We ask that this State be allowed to extend aid to corporations as the wisdom of the legislature and the interests of the State shall determine at the time; that the representatives of the people shall be the judges of the necessity and that wisdom; and I now stand here to denounce with every word and feeling of my nature this attempt to say that West Virginia shall never aid any corporation or any other institution that it may establish to carry on and conduct a work of internal improvement on which the wealth and prosperity and future glory of the State may depend. Why shall you tie yourselves? Are you afraid of yourselves? Are you slaves that you are afraid to trust your own men and your own minds? Whenever I feel that I have no confidence in myself then I will ask for an appropriation for an asylum and ask that I be sent there.
All I ask then is for the people of West Virginia in the Constitution to leave them where their fathers left them, to do as they please with their own money. He who denies them that right is not their friend in my opinion; friends who are very poor friends of the people; who have received as much as they can get and then tell those who have not been so fortunate that they are great advocates of internal improvements.
No, sir; the same rules that applied to other people will apply here; and all we ask in the world is to do as we please with our own. We ask for nobody else's. I hope then it will be the pleasure of the Convention to adopt this amendment of the gentleman from Doddridge to leave the State free to aid a corporation with the credit of the State by the guaranty of its bonds or otherwise.

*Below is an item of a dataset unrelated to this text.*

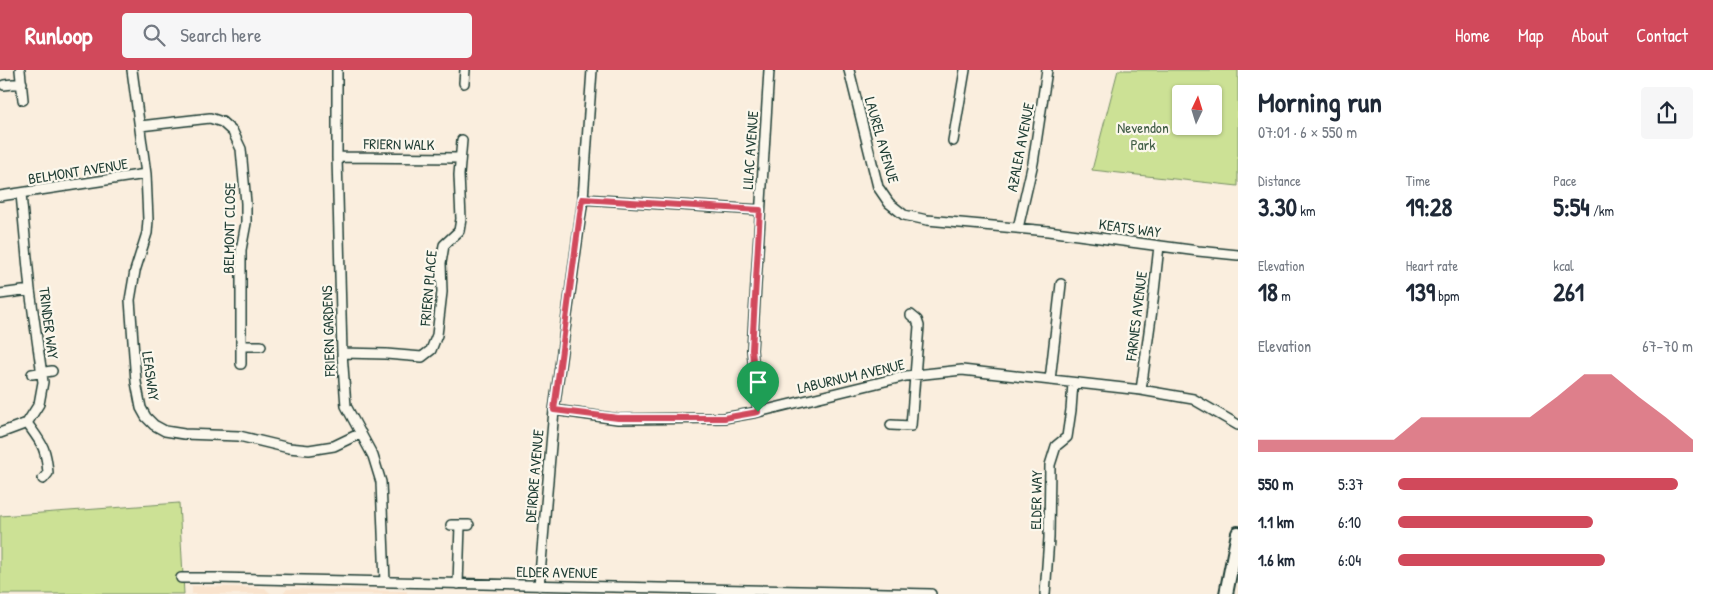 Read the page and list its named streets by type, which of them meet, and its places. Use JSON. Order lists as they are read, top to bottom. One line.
{"streets":{"street":["LAUREL AVENUE","FRIERN WALK","AZALEA AVENUE","LILAC AVENUE","BELMONT AVENUE","BELMONT CLOSE","KEATS WAY","FRIERN PLACE","FARNES AVENUE","TRINDER WAY","FRIERN GARDENS","LEASWAY","LABURNUM AVENUE","DEIRDRE AVENUE","ELDER WAY","ELDER AVENUE"]},"crossings":[["LAUREL AVENUE","AZALEA AVENUE"],["LAUREL AVENUE","KEATS WAY"],["FRIERN WALK","FRIERN PLACE"],["FRIERN WALK","FRIERN GARDENS"],["AZALEA AVENUE","KEATS WAY"],["LILAC AVENUE","LABURNUM AVENUE"],["BELMONT AVENUE","BELMONT CLOSE"],["BELMONT AVENUE","TRINDER WAY"],["BELMONT AVENUE","LEASWAY"],["KEATS WAY","FARNES AVENUE"],["FRIERN PLACE","FRIERN GARDENS"],["FARNES AVENUE","LABURNUM AVENUE"],["FRIERN GARDENS","LEASWAY"],["FRIERN GARDENS","ELDER AVENUE"],["LABURNUM AVENUE","DEIRDRE AVENUE"],["LABURNUM AVENUE","ELDER WAY"],["DEIRDRE AVENUE","ELDER AVENUE"]],"parks":["Nevendon Park"],"north":"top","page":{"header":"Runloop","search":"Search here","nav":["Home","Map","About","Contact"],"heading":["Morning run","07:01 · 6 × 550 m"],"stats":[["Distance","3.30 km"],["Time","19:28"],["Pace","5:54 /km"],["Elevation","18 m"],["Heart rate","139 bpm"],["kcal","261"]],"chart":["Elevation","67–70 m"],"list":[{"name":"550 m","note":"5:37"},{"name":"1.1 km","note":"6:10"},{"name":"1.6 km","note":"6:04"}]}}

MR. PAXTON. The part of this section it is proposed to strike out happens to be a part of the present Constitution of Virginia which I will read: "And the general assembly shall not pledge the power of the state, or bond it in any form for the faith or obligations of any company or corporation." I presume, sir, that is probably a sufficient answer to the gentleman from Kanawha. He has stood up for our Constitution as it is, almost uniformly. A question I desire to ask him is this: If it happens that this State should ever engage us largely in works of internal improvement, they having been so immensely beneficial after having tested them, if it is so good a thing as represented by him in other states, why is it that they have condemned the whole system and provided in their constitutions just such restrictions as we provide in this report?
MR. SMITH. I would inquire whether the gentleman voted for or against the amendment extracted from the Constitution of Virginia?
MR. PAXTON. No, sir; I have never stood up here as the special friend and advocate of the present Constitution of Virginia.
MR. BROWN. I have only to say in regard to the Constitution of Virginia, there is much in it that can be better. Unfortunately the gentlemen are trying to strike out the good and retain the ill. Here is an effort made to preserve a feature imposed by the vote already passed.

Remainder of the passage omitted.